━━━ Supplied material
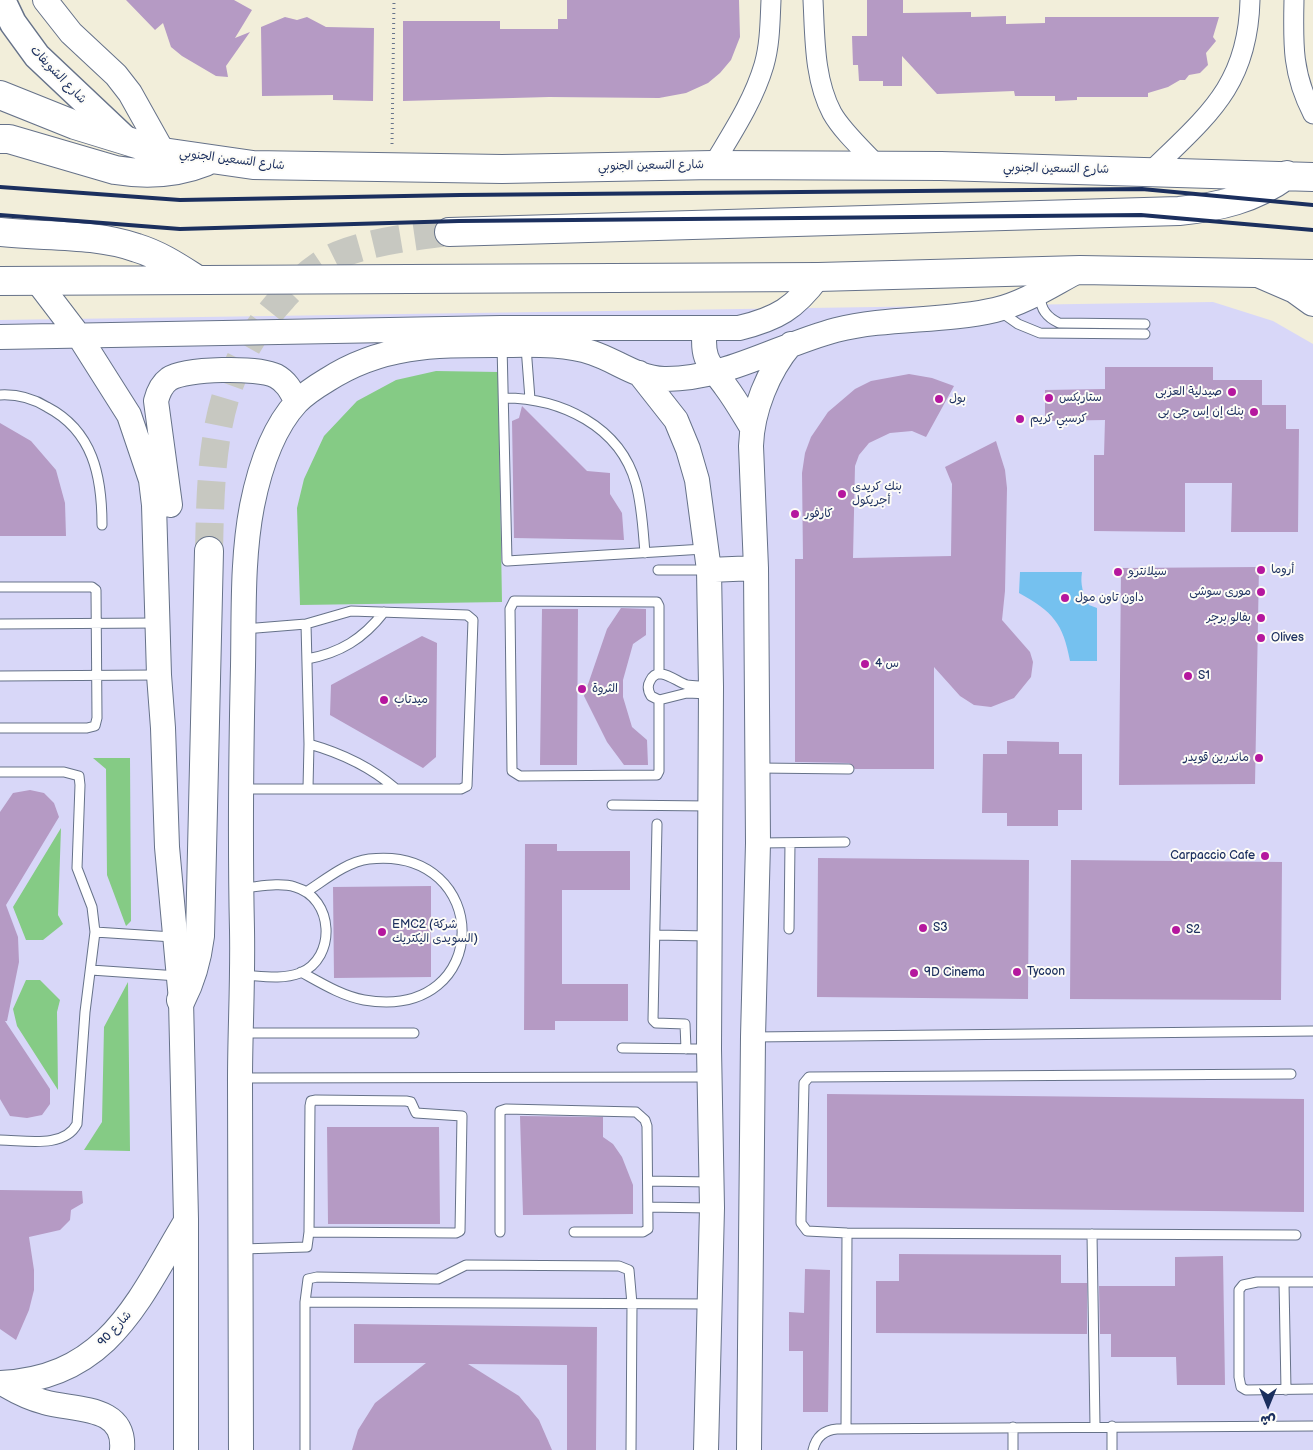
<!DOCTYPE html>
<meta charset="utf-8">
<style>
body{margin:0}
#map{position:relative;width:1313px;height:1450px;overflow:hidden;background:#f2eeda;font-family:"Balsamiq Sans","Playpen Sans Arabic",sans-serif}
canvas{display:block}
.north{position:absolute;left:1243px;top:1380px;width:50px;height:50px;-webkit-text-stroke:4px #fdfcf7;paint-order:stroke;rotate:180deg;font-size:14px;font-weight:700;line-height:20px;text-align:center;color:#1b2f5e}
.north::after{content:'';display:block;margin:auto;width:18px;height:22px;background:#1b2f5e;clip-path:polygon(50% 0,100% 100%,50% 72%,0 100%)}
</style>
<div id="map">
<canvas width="1313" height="1450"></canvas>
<div class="north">ش</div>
</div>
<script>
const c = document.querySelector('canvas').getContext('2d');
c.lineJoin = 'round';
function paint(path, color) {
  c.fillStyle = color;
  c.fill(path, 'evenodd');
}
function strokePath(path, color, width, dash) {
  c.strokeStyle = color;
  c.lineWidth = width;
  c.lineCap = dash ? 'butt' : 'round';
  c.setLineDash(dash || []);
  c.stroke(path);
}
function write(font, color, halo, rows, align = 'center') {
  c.font = font + ' "Balsamiq Sans","Playpen Sans Arabic",sans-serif';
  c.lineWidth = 4;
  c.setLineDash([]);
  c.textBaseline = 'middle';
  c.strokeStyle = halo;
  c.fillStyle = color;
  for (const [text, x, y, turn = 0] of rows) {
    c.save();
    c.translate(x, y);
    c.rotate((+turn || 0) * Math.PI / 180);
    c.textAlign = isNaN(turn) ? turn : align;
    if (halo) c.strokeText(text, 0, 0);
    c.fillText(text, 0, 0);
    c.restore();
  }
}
const built = new Path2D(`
 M 1213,302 L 1273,321 L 1313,344 L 1313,1450 L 0,1450 L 0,320 Z`);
const green = new Path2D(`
 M 436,371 L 498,372 L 502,602 L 300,605 L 297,508 L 304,479 L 324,436 L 357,401 L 396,380 Z
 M 93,758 L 130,758 L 131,921 L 126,926 L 107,875 L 106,769 Z
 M 61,828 L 58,915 L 63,924 L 43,940 L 26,940 L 13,907 Z
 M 26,980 L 40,980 L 60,1000 L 57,1012 L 58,1090 L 17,1026 L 13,1009 Z
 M 128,982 L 130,1151 L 84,1150 L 102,1122 L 104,1027 Z`);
const water = new Path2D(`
 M 1020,572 L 1082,572 C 1080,585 1083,593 1089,605 L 1097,608 L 1097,661 L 1070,661 C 1063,623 1053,612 1019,593 Z`);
const building = new Path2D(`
 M 126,0 L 234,0 L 252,10 L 235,38 L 250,32 L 226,66 L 228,77 L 216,76 L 182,56 L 171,47 L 163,23 L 155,30 Z
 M 567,0 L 739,0 L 740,37 L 731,60 L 720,73 L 708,83 L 686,93 L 659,98 L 549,97 L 403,101 L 403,21 L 500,21 L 500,29 L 558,29 L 558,19 L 567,19 Z
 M 867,0 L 903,0 L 903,13 L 971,12 L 971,17 L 1006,16 L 1006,24 L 1045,23 L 1045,17 L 1219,17 L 1213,37 L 1216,41 L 1206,53 L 1208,65 L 1200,73 L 1189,75 L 1185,80 L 1180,80 L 1168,87 L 1148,93 L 1148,97 L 1077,97 L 1077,100 L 1055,101 L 1055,96 L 1015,96 L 1014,91 L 937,94 L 902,56 L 902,86 L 883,86 L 883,81 L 859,81 L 858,65 L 853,65 L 852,36 L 867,36 Z
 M 285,17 L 297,20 L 307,17 L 326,27 L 374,28 L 373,101 L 333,100 L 333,95 L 262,96 L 261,27 Z
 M 1105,367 L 1213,367 L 1213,380 L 1262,380 L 1262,405 L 1286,405 L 1286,429 L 1299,429 L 1298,532 L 1231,532 L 1232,483 L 1185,483 L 1185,532 L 1094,531 L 1094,455 L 1104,455 L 1105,420 L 1045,421 L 1045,390 L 1105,389 Z
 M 909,374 L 932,378 L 954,386 L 926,437 L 912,431 L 890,433 L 869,443 L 859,455 L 855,466 L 853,558 L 951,556 L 952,484 L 945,467 L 996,441 L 1005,470 L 1007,488 L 1005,591 L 1002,620 L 1030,652 L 1033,662 L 1031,677 L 1014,698 L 991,707 L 974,705 L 960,696 L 934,667 L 934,769 L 855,769 L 849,763 L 795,762 L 795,559 L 803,559 L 802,473 L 805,453 L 811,437 L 828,412 L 855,389 L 871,381 Z
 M 522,406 L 587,471 L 610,473 L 610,494 L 622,513 L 624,540 L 514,538 L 512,421 L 519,418 Z
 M 0,423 L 31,441 L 56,470 L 65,503 L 66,536 L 0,536 Z
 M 1259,567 L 1255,784 L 1119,785 L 1121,568 Z
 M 621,608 L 646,609 L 646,635 L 633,644 L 623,680 L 623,697 L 632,727 L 647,740 L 648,765 L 624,765 L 607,742 L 584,696 L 607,629 Z
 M 542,609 L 578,609 L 577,765 L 540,765 Z
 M 422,636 L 437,643 L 436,757 L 423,768 L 330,715 L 331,685 Z
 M 1007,741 L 1059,742 L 1059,754 L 1082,754 L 1082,810 L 1058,810 L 1058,826 L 1007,826 L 1007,813 L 982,813 L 983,754 L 1007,754 Z
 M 30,790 L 44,793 L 54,803 L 59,817 L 6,905 L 18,937 L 19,962 L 7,1021 L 5,1021 L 50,1089 L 50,1104 L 42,1115 L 27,1118 L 10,1116 L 0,1099 L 0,812 L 13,793 Z
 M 525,844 L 557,844 L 557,851 L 630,851 L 630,890 L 562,890 L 562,984 L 628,984 L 628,1021 L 555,1021 L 555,1030 L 524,1030 Z
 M 818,858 L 1029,860 L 1028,999 L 817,997 Z
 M 1071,860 L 1282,862 L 1281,1000 L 1070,999 Z
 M 431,886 L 431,977 L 334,978 L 333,887 Z
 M 827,1094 L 1304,1099 L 1304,1212 L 827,1207 Z
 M 520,1116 L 603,1117 L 603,1137 L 613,1144 L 622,1157 L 633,1185 L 633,1214 L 523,1215 Z
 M 327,1127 L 439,1127 L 440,1224 L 328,1224 Z
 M 0,1190 L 82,1191 L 83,1203 L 71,1210 L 70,1220 L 60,1230 L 29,1237 L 34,1270 L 34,1290 L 29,1310 L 16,1340 L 0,1329 Z
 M 899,1254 L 1061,1255 L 1061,1283 L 1087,1283 L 1087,1334 L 876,1333 L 876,1281 L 899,1281 Z
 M 1223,1256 L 1225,1385 L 1177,1385 L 1176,1357 L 1111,1357 L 1111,1334 L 1100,1334 L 1099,1286 L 1175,1286 L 1175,1257 Z
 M 805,1269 L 830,1270 L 828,1412 L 803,1412 L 803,1351 L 789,1351 L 789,1312 L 804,1313 Z
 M 354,1324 L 597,1327 L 596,1450 L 567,1450 L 567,1365 L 468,1364 L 519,1396 L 539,1420 L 552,1450 L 352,1450 L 358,1430 L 375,1403 L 426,1363 L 354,1363 Z`);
const trunkTunnel = new Path2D(`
 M 209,551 C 211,454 213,374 282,299 C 295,284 320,262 338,255 C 374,241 412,237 449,232`);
const path = new Path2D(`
 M 392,144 L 394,0`);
const service = new Path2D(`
 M 1041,293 C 1039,307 1046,317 1059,323 L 1145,324
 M 1001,312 L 1018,324 L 1040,333 L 1145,334
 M 502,345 L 507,561 L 704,549
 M 526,347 L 530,399
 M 0,395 C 18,394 32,398 47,407 C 93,431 102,476 102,525
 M 504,398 C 561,398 620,426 636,484 C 642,506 643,530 645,553
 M 658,570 L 709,570
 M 0,587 L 92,587 L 96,590 L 97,718 L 95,726 L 87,728 L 0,728
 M 0,624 L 157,623
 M 306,624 L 309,744 L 308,788
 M 307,659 C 340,653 363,639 384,612
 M 659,674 L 659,606 L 657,602 L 514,601 L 510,609 L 512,771 L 520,776 L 657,775 L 659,771 L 659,700
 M 0,676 L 157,675
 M 710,694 L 687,693 L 659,700 L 651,696 C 648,691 647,686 650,681 C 658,664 676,682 687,685 C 695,686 703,686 711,687
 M 309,744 C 341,753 371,767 396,789
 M 759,768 L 849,769
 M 0,772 L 64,772 L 79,776 L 80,785 L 77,868 L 92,907 L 95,932 L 85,1012 L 77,1124 C 64,1149 24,1140 0,1140
 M 241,789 L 461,789 L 467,786 L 473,620 L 467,615 L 351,611 L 306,624 L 244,629
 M 612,805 L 709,806
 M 657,824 L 653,1020 L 656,1023 L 685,1024 L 686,1049
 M 759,843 L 845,842
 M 242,888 C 258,887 279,882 295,887 C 334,898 337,958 300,973 C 282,980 261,976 243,975
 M 789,929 L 790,843
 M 95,932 L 173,937
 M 655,935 L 709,936
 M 91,970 L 178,976
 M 301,972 C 321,983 342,996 364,1000 C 495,1022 493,845 369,859 C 346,862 325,880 306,892
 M 240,1033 L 414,1033
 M 753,1037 L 1313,1031
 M 622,1048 L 709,1049
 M 1291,1074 L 809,1077 L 804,1083 L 801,1217 L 801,1223 L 807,1231 L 847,1233 L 1296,1235
 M 240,1078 L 710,1077
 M 316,1100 L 406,1101 L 411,1102 L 416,1113 L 462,1116 L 460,1231 L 456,1233 L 309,1232 L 310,1106 L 311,1101 Z
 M 648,1181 L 711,1182
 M 648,1207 L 710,1208
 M 500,1232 L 500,1111 L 506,1109 L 636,1112 L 645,1120 L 647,1126 L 648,1229 L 643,1232 L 574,1232
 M 1092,1234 L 1095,1426
 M 242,1249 L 307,1247 L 309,1232
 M 1313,1282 L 1257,1282 L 1243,1285 L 1239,1290 L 1239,1377 L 1241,1387 L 1246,1390 L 1313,1389
 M 1284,1283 L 1286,1390
 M 305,1302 L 710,1304
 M 1112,1426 L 1112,1450
 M 1013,1427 L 1013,1450
 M 846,1429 L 847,1233
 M 305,1450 L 305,1302 L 308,1279 L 317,1277 L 438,1279 L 466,1265 L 619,1266 L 629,1270 L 632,1304 L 631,1450
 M 813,1450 C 816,1437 824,1430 837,1429 L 1313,1426`);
const minor = new Path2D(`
 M 813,0 C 815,38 814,79 832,113 C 842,131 864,151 878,166
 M 1294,0 C 1293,44 1292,74 1313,114
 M 713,165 C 732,133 753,102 764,65 C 770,44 770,22 771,0
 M 1150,172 C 1207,116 1248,86 1250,0`);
const tertiary = new Path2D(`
 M 45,0 L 71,33 L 116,75 L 130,93 L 163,152
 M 37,281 L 79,336 L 129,415 L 151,480 L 154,505 L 159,675 L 163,728 L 167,847 L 181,1000 L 186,1219 L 186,1450
 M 705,328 C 701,359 709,364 726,387 C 735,399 743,413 751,426
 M 0,337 L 501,328 L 739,328 C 777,319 795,308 818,277
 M 639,373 L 676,420 L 688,449 L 697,480 L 709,570 L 711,687 L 709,1049 L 712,1208 L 706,1450
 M 170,505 L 156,401 C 158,393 162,384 169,379 C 186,368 258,367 276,376 C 287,382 291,391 297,402
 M 709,570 L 756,568
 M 0,1383 C 108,1378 138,1301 186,1221
 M 2,1383 C 15,1391 29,1398 44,1402 C 74,1411 126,1404 122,1450
 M 241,1450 C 241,1327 241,1204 240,1081 C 240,1031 243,981 242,930 C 240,842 241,754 243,666 C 244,613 242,558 252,506 C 259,471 272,429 297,402 C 305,394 317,386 327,380 C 383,344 436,345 500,345 C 530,345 564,343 593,353 C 617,361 637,378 664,379 C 724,380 779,345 836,330 C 888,317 943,322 995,310 C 1025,303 1053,284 1080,270
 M 749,1450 L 753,1037 L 758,843 L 756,568 L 751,446 C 752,411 768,371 791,344`);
const secondary = new Path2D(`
 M 2,0 L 13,23 L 37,56 L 126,140`);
const primary = new Path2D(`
 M 1258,273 L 1295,289 L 1313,302`);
const trunk = new Path2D(`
 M 0,95 L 75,125 L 163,152 L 253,165 L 502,169 L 713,165 L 941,166 L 1313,177
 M 0,139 L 9,139 L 115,170 C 146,175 175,174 205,162
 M 0,232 C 45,237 94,233 137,248 C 160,255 179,268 198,280
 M 449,232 L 1179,211 C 1219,207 1254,199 1287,175
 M 0,281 L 818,277 L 1080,270 L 1313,274
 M 181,1000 C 192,979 197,960 200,936 L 209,551`);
const rail = new Path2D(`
 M 0,187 L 180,200 L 460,195 L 1142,189 L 1313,205
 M 0,215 L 180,229 L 459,221 L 1141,215 L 1313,230`);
const markers = [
 [1232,392,5,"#b5179e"],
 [1049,398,5,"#b5179e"],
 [939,399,5,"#b5179e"],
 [1254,412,5,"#b5179e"],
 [1020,419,5,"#b5179e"],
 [842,494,5,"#b5179e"],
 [795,514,5,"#b5179e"],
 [1261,570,5,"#b5179e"],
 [1118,572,5,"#b5179e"],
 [1261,592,5,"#b5179e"],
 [1065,598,5,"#b5179e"],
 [1261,618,5,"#b5179e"],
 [1261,638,5,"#b5179e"],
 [865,664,5,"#b5179e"],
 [1188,676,5,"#b5179e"],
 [582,689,5,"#b5179e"],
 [384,700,5,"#b5179e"],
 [1259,758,5,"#b5179e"],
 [1265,856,5,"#b5179e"],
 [923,928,5,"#b5179e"],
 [1176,930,5,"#b5179e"],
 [382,932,5,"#b5179e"],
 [1017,972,5,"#b5179e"],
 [914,973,5,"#b5179e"]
];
const streetNames = [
 ["شارع الشويفات",58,75,46],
 ["شارع التسعين الجنوبي",232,160,7],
 ["شارع التسعين الجنوبي",651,166,-1],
 ["شارع التسعين الجنوبي",1056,169,1],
 ["شارع 90",115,1329,-47]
];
const poiNames = [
 ["صيدلية العزبى",1222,392,"right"],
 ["ستاربكس",1059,398],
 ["بول",949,399],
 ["بنك إن إس جى بى",1244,412,"right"],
 ["كرسبي كريم",1030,419],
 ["بنك كريدى",852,487],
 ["أجريكول",852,501],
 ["كارفور",805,514],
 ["أروما",1271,570],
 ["سيلانترو",1128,572],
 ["مورى سوشى",1251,592,"right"],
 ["داون تاون مول",1075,598],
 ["بفالو برجر",1251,618,"right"],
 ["Olives",1271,638],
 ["س 4",875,664],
 ["S1",1198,676],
 ["الثروة",592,689],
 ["ميدتاب",394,700],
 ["ماندرين قويدر",1249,758,"right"],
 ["Carpaccio Cafe",1255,856,"right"],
 ["EMC2 (شركة",392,925],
 ["السويدى اليكتريك)",392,939],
 ["S3",933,928],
 ["S2",1186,930],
 ["Tycoon",1027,972],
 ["9D Cinema",924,973]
];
paint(built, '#d8d7f8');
paint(green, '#85cb85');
paint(water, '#75c1ef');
paint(building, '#b59ac4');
strokePath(trunkTunnel, '#c7c8c1', 28, [28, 14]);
strokePath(service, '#667289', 11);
strokePath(minor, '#667289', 21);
strokePath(tertiary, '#667289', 26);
strokePath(secondary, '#667289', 29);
strokePath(primary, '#667289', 30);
strokePath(trunk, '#667289', 30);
strokePath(path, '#667289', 3, [1, 4]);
strokePath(service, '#fff', 9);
strokePath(minor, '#fff', 19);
strokePath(tertiary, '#fff', 24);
strokePath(secondary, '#fff', 26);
strokePath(primary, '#fff', 28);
strokePath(trunk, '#fff', 28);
strokePath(rail, '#1b2f5e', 4);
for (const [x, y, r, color] of markers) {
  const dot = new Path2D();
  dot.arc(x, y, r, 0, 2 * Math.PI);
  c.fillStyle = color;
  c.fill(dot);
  strokePath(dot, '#fdfcf7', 2);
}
write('12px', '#1b2f5e', '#fdfcf7', streetNames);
write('12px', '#1b2f5e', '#fdfcf7', poiNames, 'left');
</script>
━━━━━━
Search the records for the string "turn" and report each line that has it.

Task result:
  for (const [text, x, y, turn = 0] of rows) {
    c.rotate((+turn || 0) * Math.PI / 180);
    c.textAlign = isNaN(turn) ? turn : align;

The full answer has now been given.